Paula Nurius

Paula S. Nurius

Associate Dean, Transdisciplinary Scholarship; Grace Beals-Ferguson Scholar and Professor
PhD, University of Michigan

 / 
206-685-1682
  / Room 
112A

Dr. Paula Nurius received her joint doctorate in Social Work and Psychology from the University of Michigan where she also received her MA in Psychology. She received her MSW from the University of Hawaii. During her graduate training she was awarded an NIMH traineeship award and the Rackham Predoctoral Fellowship and Dissertation Grant Awards. She is an elected Fellow of the national American Academy of Social Work and of Social Welfare –for which she serves on the Board of Directors--and of the Society for Social Work & Research. She is the inaugural recipient of the GADE National Leadership in Doctoral Education Award and was named one of social work’s top 25 female scholars on the basis of her scholarship impact and among the top 100 scholars in social work by the H-index.

Professor Nurius studies processes and effects of stress and trauma focusing on vulnerable and socially disadvantaged populations, early/preventive intervention, and fostering resilience. Her research on life course stress integrates structural, psychosocial, and biobehavioral mechanisms, distinguishing direct, cumulative, and interactive effects of early and later life stress exposures alongside protective factors.  A mental health specialist, she is increasingly focusing on comorbid physical, mental, and behavioral health outcomes as well as incorporating effects of the  environment (e.g., air pollution, neighborhood characteristics, green spaces) in multi-level models to explain stress responding and disparities in health and functioning outcomes. She works with field associates in examining effects of ACEs (adverse childhood experiences) on health, learning, and development outcomes in Washington state.

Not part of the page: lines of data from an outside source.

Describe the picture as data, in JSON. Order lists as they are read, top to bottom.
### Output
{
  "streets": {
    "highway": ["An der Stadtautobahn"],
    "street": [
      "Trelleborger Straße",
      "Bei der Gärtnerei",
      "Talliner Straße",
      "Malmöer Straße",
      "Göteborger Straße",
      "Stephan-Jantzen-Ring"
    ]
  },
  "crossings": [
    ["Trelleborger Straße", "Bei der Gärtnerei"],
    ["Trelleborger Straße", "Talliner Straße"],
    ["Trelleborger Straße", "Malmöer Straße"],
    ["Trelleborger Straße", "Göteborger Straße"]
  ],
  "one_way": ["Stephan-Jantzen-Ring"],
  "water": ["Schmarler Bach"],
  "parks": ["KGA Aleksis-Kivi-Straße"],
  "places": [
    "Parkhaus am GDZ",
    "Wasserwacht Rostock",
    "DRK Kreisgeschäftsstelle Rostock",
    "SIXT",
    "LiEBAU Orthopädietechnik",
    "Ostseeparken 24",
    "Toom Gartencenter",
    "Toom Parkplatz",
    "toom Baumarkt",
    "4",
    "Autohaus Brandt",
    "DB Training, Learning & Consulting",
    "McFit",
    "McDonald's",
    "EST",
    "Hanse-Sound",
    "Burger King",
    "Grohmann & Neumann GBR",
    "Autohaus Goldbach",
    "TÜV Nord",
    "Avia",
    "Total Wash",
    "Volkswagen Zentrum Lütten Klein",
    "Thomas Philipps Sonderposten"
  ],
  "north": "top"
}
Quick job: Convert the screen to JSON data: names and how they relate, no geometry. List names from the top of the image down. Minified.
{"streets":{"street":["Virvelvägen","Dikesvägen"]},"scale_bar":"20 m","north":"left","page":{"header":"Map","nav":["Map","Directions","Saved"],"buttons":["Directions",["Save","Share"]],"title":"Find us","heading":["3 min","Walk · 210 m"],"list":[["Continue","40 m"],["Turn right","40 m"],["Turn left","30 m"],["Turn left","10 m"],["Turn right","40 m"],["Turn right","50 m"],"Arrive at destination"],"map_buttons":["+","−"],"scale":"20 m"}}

Dr. Nurius serves as the Associate Dean for Transdisciplinary Scholarship, bringing extensive experience teaching and collaborating within interdisciplinary frameworks, and serving to bridge the UW School of Social Work with a range of national organizations and missions. She served as doctoral program director for 7 years, directed a Prevention Research Training program funded by NIMH for 16 years, has been a faculty mentor and advisor across multiple training programs, and has taught a range of interdisciplinary graduate courses.  She has served two terms on the Society for Social Work & Research (SWWR) Board of Directors and of the Group for the Advancement of Doctoral Education Board as Vice-President. She has maintained active participation through a SSWR committee relating to national research capacity building and advancing research career supports within social work, and is active in university and national initiatives focused on evolving models of transdisciplinary research, translational pathways between research and its societal impact, and implications for research career training. She has UW campus affiliations with the Center for Statistics and Social Sciences, the Center for Studies of Demography and Ecology, the West Coast Poverty Center, Harborview Injury Prevention Research Center, the Institute for Translational Health Sciences, and the Center for Child and Family Well-Being.